* EXERCISE PROMPT *
All of the records should come back exactly as written.

== INFORMATION PROVIDED ==

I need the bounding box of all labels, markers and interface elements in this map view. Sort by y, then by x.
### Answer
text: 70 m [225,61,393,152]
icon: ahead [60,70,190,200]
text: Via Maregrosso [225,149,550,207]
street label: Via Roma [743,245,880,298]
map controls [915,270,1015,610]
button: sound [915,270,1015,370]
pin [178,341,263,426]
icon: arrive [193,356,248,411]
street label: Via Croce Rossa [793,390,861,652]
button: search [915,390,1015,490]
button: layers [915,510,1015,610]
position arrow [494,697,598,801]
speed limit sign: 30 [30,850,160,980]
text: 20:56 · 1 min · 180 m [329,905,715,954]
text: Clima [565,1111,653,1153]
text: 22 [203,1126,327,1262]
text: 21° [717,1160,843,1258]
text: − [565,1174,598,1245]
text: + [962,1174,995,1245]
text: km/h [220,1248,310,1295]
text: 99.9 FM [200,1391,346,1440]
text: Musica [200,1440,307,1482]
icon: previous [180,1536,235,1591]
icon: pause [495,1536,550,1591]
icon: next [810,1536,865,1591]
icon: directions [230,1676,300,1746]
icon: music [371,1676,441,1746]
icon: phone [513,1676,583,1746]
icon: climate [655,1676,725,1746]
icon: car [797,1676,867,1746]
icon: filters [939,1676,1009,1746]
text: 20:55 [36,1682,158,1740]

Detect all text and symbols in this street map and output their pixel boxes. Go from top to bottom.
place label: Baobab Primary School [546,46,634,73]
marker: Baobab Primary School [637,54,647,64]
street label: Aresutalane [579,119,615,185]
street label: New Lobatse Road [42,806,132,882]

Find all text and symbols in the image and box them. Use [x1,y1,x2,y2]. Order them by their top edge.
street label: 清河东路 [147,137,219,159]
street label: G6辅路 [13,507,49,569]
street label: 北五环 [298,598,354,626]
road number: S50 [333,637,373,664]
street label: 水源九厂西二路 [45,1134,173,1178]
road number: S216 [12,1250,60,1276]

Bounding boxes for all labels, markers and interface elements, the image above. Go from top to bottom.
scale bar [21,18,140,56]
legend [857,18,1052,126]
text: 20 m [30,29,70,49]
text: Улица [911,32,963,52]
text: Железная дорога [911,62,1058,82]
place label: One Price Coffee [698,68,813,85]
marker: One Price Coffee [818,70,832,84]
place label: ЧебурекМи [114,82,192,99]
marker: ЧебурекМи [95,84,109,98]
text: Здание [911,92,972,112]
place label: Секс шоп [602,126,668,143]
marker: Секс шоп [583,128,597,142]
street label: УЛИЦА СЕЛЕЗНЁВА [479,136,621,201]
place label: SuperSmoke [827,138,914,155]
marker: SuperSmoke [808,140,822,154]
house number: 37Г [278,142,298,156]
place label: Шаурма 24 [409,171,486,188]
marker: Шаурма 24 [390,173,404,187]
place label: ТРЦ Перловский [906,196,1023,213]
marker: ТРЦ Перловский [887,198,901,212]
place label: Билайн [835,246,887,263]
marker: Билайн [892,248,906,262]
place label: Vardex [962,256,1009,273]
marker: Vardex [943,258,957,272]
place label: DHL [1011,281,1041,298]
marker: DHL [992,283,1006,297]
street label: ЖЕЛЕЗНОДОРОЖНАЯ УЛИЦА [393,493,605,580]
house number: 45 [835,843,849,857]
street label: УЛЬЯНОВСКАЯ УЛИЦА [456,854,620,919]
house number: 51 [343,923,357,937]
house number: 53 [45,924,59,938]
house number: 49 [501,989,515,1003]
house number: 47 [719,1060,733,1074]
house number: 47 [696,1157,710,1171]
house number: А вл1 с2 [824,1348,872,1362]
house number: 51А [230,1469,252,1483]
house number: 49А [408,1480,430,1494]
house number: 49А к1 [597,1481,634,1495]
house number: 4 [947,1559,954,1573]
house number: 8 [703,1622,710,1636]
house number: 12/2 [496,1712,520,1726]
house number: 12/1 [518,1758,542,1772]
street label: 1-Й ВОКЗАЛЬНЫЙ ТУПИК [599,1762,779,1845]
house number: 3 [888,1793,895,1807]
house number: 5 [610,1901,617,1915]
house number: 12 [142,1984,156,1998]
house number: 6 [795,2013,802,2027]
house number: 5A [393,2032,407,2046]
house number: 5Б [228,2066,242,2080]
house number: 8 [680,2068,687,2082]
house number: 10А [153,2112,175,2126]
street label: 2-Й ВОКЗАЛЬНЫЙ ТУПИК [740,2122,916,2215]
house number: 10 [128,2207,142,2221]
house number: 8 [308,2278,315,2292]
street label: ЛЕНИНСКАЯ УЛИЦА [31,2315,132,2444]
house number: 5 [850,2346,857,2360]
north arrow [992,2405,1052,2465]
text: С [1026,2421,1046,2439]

===

* ANSWER SPACE *
I need the bounding box of all labels, markers and interface elements in this map view. Sort by y, then by x.
### Answer
text: 70 m [225,61,393,152]
icon: ahead [60,70,190,200]
text: Via Maregrosso [225,149,550,207]
street label: Via Roma [743,245,880,298]
map controls [915,270,1015,610]
button: sound [915,270,1015,370]
pin [178,341,263,426]
icon: arrive [193,356,248,411]
street label: Via Croce Rossa [793,390,861,652]
button: search [915,390,1015,490]
button: layers [915,510,1015,610]
position arrow [494,697,598,801]
speed limit sign: 30 [30,850,160,980]
text: 20:56 · 1 min · 180 m [329,905,715,954]
text: Clima [565,1111,653,1153]
text: 22 [203,1126,327,1262]
text: 21° [717,1160,843,1258]
text: − [565,1174,598,1245]
text: + [962,1174,995,1245]
text: km/h [220,1248,310,1295]
text: 99.9 FM [200,1391,346,1440]
text: Musica [200,1440,307,1482]
icon: previous [180,1536,235,1591]
icon: pause [495,1536,550,1591]
icon: next [810,1536,865,1591]
icon: directions [230,1676,300,1746]
icon: music [371,1676,441,1746]
icon: phone [513,1676,583,1746]
icon: climate [655,1676,725,1746]
icon: car [797,1676,867,1746]
icon: filters [939,1676,1009,1746]
text: 20:55 [36,1682,158,1740]

Detect all text and symbols in this street map and output their pixel boxes. Go from top to bottom.
place label: Baobab Primary School [546,46,634,73]
marker: Baobab Primary School [637,54,647,64]
street label: Aresutalane [579,119,615,185]
street label: New Lobatse Road [42,806,132,882]

Find all text and symbols in the image and box them. Use [x1,y1,x2,y2]. Order them by their top edge.
street label: 清河东路 [147,137,219,159]
street label: G6辅路 [13,507,49,569]
street label: 北五环 [298,598,354,626]
road number: S50 [333,637,373,664]
street label: 水源九厂西二路 [45,1134,173,1178]
road number: S216 [12,1250,60,1276]

Bounding boxes for all labels, markers and interface elements, the image above. Go from top to bottom.
scale bar [21,18,140,56]
legend [857,18,1052,126]
text: 20 m [30,29,70,49]
text: Улица [911,32,963,52]
text: Железная дорога [911,62,1058,82]
place label: One Price Coffee [698,68,813,85]
marker: One Price Coffee [818,70,832,84]
place label: ЧебурекМи [114,82,192,99]
marker: ЧебурекМи [95,84,109,98]
text: Здание [911,92,972,112]
place label: Секс шоп [602,126,668,143]
marker: Секс шоп [583,128,597,142]
street label: УЛИЦА СЕЛЕЗНЁВА [479,136,621,201]
place label: SuperSmoke [827,138,914,155]
marker: SuperSmoke [808,140,822,154]
house number: 37Г [278,142,298,156]
place label: Шаурма 24 [409,171,486,188]
marker: Шаурма 24 [390,173,404,187]
place label: ТРЦ Перловский [906,196,1023,213]
marker: ТРЦ Перловский [887,198,901,212]
place label: Билайн [835,246,887,263]
marker: Билайн [892,248,906,262]
place label: Vardex [962,256,1009,273]
marker: Vardex [943,258,957,272]
place label: DHL [1011,281,1041,298]
marker: DHL [992,283,1006,297]
street label: ЖЕЛЕЗНОДОРОЖНАЯ УЛИЦА [393,493,605,580]
house number: 45 [835,843,849,857]
street label: УЛЬЯНОВСКАЯ УЛИЦА [456,854,620,919]
house number: 51 [343,923,357,937]
house number: 53 [45,924,59,938]
house number: 49 [501,989,515,1003]
house number: 47 [719,1060,733,1074]
house number: 47 [696,1157,710,1171]
house number: А вл1 с2 [824,1348,872,1362]
house number: 51А [230,1469,252,1483]
house number: 49А [408,1480,430,1494]
house number: 49А к1 [597,1481,634,1495]
house number: 4 [947,1559,954,1573]
house number: 8 [703,1622,710,1636]
house number: 12/2 [496,1712,520,1726]
house number: 12/1 [518,1758,542,1772]
street label: 1-Й ВОКЗАЛЬНЫЙ ТУПИК [599,1762,779,1845]
house number: 3 [888,1793,895,1807]
house number: 5 [610,1901,617,1915]
house number: 12 [142,1984,156,1998]
house number: 6 [795,2013,802,2027]
house number: 5A [393,2032,407,2046]
house number: 5Б [228,2066,242,2080]
house number: 8 [680,2068,687,2082]
house number: 10А [153,2112,175,2126]
street label: 2-Й ВОКЗАЛЬНЫЙ ТУПИК [740,2122,916,2215]
house number: 10 [128,2207,142,2221]
house number: 8 [308,2278,315,2292]
street label: ЛЕНИНСКАЯ УЛИЦА [31,2315,132,2444]
house number: 5 [850,2346,857,2360]
north arrow [992,2405,1052,2465]
text: С [1026,2421,1046,2439]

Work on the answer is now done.